We dove south to flank it and were treated to another brief tornado SE of the first
tornado.
A bowl shaped funnel with multiple vortices developed, view is
looking WNW.
This bowl
shape morphed into a large cone tornado as it came out of a valley.
Shot of Amos
taking a still as it began to show signs of occlusion and intensification.
The tornado
morphed into a dusty wedge tornado.
Very tight mesocyclone and associated large tornado.
We finally got cut off by the RFD and got some strong winds at our location.
Amos and I
drove east and got a view of the whole storm. It then began to produce yet another
tornado! It's hard to see in the first few shots.
Some more
images of structure and the tornado. It looks like an easy shot, but it was actually
quite hard. It was raining steadily and lightning was too close for comfort.
So I could run up the hill since my car was in a valley, take a few pictures, and if it
looked like the tornado dissipated I would run back down the hill to take shelter in the
car. Then Amos would say it looks like it might be touching down again, so I would
run up back up the hill and risk the lightning. :-)

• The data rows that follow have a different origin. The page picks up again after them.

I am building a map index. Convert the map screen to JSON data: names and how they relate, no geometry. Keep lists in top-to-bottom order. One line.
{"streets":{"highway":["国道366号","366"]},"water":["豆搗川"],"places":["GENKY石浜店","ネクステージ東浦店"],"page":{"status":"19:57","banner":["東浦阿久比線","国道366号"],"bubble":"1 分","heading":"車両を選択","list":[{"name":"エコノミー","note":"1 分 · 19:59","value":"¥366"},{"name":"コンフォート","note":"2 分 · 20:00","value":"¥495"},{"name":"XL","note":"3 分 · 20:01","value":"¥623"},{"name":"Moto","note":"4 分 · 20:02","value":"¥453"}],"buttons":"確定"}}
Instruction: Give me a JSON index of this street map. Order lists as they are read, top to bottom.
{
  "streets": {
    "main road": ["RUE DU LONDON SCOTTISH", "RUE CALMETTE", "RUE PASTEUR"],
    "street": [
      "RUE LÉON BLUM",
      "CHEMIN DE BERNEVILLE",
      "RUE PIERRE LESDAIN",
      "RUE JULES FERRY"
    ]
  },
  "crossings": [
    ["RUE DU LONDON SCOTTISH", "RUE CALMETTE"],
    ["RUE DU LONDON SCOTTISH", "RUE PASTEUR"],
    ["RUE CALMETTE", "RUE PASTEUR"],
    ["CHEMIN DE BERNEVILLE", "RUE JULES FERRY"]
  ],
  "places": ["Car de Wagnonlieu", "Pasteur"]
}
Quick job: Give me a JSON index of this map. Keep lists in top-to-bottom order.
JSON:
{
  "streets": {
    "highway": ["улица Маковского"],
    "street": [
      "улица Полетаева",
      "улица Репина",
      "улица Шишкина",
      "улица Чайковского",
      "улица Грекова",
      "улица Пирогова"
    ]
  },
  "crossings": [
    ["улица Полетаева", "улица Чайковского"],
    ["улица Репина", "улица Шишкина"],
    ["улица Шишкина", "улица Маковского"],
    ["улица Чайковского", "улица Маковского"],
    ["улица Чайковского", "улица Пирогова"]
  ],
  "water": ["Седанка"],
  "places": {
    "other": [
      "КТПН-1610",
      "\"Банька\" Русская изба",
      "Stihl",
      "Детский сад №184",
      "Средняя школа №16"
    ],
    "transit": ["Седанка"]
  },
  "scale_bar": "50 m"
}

The storm began to weaken rapidly, but not without some
incredible structure. Nice smooth beaver tail extended from the storm well to our
NE.
The second
supercell was briefly tornadic and then became HP. The structure on it was nice, and
it occasionally had wallclouds before getting undercut.
We were treated to a gorgeous mammatus display just before we ate
dinner at a small diner in Jayton, TX.